WHAT YOU NEED TO DO – Using the entries below, show all lines with the string "Turn".

EXERCISE INPUT –
══════════════════════════════
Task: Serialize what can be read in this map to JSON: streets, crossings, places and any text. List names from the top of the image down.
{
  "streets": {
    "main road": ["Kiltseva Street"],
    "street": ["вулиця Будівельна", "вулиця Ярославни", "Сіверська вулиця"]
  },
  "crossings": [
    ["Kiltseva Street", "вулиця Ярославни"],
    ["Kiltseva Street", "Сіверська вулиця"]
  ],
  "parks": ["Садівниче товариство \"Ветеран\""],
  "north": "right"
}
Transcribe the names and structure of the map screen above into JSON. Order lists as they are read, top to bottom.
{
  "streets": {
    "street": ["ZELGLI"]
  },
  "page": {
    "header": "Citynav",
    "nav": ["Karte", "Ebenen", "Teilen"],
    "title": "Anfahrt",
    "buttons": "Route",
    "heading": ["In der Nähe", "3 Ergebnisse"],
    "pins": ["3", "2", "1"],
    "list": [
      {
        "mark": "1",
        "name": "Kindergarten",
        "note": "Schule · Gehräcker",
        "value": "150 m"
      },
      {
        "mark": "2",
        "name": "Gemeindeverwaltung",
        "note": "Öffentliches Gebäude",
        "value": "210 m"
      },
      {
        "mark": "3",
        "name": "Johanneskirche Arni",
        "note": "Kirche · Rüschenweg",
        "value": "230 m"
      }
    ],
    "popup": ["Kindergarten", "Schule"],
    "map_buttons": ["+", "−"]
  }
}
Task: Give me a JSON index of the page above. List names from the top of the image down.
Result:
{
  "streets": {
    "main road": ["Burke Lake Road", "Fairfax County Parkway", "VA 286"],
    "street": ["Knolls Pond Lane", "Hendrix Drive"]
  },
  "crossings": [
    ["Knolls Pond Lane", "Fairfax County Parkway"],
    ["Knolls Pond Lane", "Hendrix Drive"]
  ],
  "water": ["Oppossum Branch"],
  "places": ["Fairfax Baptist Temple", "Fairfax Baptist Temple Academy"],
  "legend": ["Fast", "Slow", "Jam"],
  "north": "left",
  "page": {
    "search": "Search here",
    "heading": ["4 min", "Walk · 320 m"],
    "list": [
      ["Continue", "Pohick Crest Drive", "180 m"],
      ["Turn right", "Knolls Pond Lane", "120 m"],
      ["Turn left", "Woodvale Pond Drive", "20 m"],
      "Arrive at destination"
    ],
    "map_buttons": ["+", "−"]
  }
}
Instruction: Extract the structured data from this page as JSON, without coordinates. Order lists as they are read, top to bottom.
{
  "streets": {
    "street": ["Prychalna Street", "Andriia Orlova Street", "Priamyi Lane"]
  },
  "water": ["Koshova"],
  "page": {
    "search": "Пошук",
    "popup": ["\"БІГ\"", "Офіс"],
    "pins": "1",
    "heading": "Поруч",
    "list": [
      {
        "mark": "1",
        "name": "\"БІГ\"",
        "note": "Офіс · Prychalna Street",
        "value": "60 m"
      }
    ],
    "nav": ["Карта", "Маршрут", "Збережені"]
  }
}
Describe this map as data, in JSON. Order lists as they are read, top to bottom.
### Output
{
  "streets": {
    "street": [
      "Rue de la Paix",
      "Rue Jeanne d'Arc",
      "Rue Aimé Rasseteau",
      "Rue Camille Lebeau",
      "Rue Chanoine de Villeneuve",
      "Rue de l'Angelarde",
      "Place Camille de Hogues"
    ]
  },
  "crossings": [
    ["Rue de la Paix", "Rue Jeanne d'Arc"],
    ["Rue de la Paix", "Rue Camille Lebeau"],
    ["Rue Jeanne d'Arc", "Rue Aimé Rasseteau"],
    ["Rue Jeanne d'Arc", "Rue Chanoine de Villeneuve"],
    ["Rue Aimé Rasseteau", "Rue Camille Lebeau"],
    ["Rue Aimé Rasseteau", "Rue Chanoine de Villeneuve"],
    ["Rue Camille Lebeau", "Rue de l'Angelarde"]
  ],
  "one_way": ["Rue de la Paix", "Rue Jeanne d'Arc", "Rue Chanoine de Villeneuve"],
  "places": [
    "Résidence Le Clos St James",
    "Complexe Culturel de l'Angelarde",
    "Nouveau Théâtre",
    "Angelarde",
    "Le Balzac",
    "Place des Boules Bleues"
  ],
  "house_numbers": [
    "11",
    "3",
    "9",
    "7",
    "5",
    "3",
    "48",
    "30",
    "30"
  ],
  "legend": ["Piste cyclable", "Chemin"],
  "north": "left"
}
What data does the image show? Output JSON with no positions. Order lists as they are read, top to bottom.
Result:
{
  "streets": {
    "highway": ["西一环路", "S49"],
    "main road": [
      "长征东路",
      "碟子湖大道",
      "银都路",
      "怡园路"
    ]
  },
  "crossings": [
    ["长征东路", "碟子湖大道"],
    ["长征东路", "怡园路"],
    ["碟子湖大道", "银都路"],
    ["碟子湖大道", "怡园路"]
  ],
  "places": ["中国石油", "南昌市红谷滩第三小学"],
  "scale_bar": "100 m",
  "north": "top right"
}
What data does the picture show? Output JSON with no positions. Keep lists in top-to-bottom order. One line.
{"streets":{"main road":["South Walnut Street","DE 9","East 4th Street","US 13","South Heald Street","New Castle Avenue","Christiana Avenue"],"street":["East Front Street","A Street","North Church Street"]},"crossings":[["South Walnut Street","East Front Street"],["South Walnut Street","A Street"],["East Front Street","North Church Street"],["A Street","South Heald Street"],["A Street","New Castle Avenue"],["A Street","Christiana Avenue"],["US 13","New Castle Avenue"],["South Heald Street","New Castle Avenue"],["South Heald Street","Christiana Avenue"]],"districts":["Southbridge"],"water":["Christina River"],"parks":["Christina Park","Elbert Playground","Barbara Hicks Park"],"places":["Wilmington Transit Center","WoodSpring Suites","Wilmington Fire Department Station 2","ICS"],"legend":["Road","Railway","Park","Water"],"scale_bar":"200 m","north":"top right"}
══════════════════════════════
RESULT –
      ["Turn right", "Knolls Pond Lane", "120 m"],
      ["Turn left", "Woodvale Pond Drive", "20 m"],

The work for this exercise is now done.